As well as their off-piste excursions into afro-beat on 'Help Yourself' and the Curtis Mayfield meets David Bowie gentle soul-funk of 'Were We Once Lovers' their on-going soundtrack work is exemplified by their take on the theme song from the 1962 film Mutiny on the Bounty, a track that leads the album off, as well as a couple of other instrumentals that dot the album."When we first moved to France," says Staples, "I had this great folly of buying a grand piano. It’s a lot of real estate for one sound. But I was so excited when I got it. It was set up in our living room. I watched Mutiny on the Bounty and found myself afterwards finding the melody. It’s never left me, those few notes. When we were working on this album. this melody came back to me, and I played it for the guys. It took half an hour. It doesn’t surprise me that the band can make something so beautiful, so quickly.”
The band have now also incorporated film within their live presentation. All The Waiting Room's 11 tracks have had accompanying films made by various film-maker friends (including Claire Denis, Christoph Girardet, Pierre Vinour, and Gregorio Graziosi), including a couple by Staples and Osborne, which are included in the deluxe versions of The Waiting Room, as well as being shown as part of their forthcoming 'cine-concert' tour, which includes a date in May as part of Brighton Festival. "Stuart was invited to be a judge on a panel for a short film festival in France," says Boulter. “He saw some of the short films that he connected with. To some of them we said, 'we like what you did, can you do something with that'? But in general we said, 'here's the music, we don't necessarily want a narrative or for the film to tell a story. We want you to react in your way to the music', and that is what they did. Now that we have done a few shows with the film as our backdrop it's strange that they seem to connect. In the end it feels there is a story that runs through."

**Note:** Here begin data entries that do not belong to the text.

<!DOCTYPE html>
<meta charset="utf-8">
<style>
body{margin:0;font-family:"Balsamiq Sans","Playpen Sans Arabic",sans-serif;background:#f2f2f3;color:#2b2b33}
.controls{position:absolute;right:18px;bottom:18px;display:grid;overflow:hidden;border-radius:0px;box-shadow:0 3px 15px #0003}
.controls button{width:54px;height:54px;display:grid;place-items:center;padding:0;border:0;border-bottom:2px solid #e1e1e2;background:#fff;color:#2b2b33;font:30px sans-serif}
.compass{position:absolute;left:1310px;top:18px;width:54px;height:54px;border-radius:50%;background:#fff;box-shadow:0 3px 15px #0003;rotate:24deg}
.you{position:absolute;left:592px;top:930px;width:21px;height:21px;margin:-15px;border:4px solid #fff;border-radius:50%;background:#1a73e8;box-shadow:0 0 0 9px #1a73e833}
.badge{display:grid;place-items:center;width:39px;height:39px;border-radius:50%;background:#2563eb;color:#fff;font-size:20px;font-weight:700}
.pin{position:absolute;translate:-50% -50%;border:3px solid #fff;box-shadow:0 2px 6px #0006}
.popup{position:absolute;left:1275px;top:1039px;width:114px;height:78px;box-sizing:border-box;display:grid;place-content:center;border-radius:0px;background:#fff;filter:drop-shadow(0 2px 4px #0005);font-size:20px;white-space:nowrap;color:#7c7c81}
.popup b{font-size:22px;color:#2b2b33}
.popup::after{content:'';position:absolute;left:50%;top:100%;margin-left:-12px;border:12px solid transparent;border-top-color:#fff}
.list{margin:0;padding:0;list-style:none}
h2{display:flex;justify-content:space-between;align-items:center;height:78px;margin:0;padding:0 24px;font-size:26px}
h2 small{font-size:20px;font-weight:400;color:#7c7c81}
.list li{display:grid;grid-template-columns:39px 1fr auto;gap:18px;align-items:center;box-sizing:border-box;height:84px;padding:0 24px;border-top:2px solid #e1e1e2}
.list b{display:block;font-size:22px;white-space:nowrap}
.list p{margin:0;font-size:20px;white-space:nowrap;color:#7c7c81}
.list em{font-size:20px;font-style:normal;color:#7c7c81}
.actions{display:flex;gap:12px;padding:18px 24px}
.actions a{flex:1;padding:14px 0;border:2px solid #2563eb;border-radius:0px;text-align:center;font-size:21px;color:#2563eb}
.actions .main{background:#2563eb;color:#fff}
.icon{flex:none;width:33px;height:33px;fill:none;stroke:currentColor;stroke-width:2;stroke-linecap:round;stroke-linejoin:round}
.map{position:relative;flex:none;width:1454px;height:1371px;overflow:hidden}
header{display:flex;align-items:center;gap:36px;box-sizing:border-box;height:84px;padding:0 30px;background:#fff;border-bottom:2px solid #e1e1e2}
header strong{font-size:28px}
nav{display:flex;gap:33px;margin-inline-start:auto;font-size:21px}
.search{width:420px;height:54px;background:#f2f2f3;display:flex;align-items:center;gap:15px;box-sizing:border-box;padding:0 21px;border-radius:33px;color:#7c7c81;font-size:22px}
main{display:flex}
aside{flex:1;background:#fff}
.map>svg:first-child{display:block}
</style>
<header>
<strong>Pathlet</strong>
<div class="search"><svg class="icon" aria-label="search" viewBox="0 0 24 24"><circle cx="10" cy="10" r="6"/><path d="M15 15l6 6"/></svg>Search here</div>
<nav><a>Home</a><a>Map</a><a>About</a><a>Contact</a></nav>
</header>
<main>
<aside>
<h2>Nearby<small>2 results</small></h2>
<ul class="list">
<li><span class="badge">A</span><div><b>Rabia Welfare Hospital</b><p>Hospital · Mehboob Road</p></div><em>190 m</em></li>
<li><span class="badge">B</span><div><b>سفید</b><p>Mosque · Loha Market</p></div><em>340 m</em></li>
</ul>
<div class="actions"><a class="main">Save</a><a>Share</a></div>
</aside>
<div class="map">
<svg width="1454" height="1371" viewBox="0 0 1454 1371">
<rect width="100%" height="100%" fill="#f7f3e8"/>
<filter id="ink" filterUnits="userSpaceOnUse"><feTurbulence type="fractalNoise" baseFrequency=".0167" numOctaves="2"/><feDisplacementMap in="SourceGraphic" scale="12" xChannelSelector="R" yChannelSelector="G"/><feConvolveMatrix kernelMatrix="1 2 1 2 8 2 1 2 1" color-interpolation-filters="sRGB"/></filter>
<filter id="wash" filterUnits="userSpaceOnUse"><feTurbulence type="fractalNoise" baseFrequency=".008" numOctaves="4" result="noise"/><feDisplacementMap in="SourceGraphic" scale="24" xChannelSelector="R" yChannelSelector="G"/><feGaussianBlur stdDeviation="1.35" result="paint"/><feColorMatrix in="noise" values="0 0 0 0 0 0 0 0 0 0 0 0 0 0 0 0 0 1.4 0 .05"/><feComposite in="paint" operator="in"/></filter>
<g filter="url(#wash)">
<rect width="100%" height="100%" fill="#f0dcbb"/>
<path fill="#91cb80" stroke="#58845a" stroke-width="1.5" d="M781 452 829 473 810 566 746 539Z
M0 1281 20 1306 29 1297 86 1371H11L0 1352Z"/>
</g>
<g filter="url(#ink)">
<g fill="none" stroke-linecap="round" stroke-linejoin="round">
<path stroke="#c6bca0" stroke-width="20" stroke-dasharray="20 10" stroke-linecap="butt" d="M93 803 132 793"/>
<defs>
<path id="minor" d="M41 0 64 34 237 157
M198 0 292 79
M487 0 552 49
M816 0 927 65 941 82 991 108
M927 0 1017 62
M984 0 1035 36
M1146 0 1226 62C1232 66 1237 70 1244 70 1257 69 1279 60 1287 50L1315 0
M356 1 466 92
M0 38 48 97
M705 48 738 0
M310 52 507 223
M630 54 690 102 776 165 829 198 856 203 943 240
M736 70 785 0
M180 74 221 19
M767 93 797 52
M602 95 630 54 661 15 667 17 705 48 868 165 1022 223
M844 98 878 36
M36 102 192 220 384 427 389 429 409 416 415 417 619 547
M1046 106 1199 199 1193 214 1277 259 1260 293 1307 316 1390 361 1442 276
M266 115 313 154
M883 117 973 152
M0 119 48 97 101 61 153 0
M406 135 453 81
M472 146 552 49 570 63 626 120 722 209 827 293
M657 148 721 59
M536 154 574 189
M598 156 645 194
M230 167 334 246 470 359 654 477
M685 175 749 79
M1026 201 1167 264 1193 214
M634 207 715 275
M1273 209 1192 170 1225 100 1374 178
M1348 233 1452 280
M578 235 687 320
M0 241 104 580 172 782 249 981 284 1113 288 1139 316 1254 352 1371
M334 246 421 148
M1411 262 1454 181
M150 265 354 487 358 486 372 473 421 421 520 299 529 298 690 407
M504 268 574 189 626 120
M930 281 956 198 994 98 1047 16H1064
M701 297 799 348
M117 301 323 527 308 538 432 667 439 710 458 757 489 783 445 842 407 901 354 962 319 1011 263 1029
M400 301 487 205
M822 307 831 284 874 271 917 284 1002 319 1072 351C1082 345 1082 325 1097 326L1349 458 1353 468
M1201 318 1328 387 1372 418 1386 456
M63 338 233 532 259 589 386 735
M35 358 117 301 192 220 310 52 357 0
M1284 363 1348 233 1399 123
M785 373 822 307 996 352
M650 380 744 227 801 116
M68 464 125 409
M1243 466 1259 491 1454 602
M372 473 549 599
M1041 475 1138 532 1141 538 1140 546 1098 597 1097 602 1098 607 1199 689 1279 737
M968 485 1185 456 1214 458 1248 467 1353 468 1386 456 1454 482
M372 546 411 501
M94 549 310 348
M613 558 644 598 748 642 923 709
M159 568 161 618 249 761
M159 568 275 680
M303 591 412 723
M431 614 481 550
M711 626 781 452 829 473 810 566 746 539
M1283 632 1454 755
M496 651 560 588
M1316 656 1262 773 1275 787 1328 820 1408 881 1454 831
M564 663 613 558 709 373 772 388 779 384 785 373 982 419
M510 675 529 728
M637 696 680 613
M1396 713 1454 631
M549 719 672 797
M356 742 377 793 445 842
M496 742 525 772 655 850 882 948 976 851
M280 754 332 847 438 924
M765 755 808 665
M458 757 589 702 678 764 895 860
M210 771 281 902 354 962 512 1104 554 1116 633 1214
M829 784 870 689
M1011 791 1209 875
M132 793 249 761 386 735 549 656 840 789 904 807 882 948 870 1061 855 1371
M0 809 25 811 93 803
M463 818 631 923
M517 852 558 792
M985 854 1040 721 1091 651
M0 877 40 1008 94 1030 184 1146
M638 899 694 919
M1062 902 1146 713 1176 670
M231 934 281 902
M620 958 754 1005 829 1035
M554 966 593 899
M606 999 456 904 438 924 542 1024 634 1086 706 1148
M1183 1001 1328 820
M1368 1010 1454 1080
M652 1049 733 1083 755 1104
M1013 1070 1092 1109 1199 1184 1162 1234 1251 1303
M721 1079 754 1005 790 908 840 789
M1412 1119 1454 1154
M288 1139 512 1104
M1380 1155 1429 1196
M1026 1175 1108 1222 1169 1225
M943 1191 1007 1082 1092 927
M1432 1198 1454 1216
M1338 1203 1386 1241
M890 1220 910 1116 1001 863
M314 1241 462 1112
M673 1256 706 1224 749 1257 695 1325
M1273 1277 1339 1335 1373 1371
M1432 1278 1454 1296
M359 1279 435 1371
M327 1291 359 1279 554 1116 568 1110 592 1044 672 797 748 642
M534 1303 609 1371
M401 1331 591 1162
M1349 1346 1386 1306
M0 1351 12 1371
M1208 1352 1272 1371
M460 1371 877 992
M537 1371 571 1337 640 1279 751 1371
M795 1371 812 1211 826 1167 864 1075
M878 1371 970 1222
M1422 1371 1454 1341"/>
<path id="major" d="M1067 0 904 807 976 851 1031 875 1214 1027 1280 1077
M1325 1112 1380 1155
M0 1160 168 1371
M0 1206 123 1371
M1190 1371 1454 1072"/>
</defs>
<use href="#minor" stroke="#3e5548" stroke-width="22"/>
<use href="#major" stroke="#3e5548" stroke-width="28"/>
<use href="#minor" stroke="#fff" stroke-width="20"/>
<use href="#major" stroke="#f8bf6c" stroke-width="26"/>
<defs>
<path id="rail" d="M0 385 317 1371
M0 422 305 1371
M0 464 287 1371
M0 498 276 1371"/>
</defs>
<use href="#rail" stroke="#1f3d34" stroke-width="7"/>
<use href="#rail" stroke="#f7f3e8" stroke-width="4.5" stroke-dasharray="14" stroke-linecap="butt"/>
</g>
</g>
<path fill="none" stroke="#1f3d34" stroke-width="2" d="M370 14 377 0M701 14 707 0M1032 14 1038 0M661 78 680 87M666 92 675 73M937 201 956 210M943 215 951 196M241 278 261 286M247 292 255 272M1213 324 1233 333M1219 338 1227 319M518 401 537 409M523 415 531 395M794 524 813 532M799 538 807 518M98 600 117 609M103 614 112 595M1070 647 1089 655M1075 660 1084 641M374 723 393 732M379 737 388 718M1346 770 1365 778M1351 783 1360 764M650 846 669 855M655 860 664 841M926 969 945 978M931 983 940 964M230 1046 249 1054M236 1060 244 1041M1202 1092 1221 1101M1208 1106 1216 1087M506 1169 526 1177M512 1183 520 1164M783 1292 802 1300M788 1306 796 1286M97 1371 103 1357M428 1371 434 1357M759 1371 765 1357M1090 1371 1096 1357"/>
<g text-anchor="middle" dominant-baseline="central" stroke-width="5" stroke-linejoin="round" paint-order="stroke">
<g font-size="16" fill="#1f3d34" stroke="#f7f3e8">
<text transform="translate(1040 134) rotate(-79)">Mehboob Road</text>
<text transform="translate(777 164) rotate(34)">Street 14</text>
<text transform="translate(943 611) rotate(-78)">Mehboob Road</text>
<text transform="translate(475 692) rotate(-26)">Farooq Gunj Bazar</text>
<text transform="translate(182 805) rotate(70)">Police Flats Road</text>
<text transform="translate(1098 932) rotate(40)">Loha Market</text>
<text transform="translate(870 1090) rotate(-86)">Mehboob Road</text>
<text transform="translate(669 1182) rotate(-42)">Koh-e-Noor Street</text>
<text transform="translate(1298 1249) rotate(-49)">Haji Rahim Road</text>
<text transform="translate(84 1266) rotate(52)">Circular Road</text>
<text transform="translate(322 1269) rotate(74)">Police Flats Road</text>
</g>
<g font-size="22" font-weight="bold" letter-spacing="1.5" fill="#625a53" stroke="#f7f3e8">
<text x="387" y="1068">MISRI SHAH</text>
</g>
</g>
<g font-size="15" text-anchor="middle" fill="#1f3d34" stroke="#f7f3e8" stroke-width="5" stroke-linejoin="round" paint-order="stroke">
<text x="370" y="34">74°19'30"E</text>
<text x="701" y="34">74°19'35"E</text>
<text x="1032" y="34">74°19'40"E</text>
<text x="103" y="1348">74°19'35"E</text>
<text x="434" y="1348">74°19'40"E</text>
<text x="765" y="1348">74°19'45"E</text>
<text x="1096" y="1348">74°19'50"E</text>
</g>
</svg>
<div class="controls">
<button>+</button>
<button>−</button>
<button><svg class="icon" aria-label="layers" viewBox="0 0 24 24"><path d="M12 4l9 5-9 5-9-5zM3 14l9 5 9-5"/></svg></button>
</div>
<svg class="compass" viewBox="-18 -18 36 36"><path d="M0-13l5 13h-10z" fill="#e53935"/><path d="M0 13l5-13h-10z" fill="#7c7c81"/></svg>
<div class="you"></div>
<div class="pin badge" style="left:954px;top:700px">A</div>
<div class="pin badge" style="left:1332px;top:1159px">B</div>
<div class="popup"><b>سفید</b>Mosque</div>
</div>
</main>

Living in Prague, a city that survived almost intact the ravages of WWII, must help to inform Tindersticks' music? "I initially came here in the early 90s, not long after the revolution, when they rejoined the west," says Boulter. "My wife is Czech. I was getting a little fed up with the cost of living in London. (In Prague) everything was decayed, trapped in the past. That was one of the things that really appealed to me. Now, it's a modern European city, similar to others. It's very beautiful, you can walk around the city centre and find things that you didn't know was there. It's full of surprises, and I still like it.”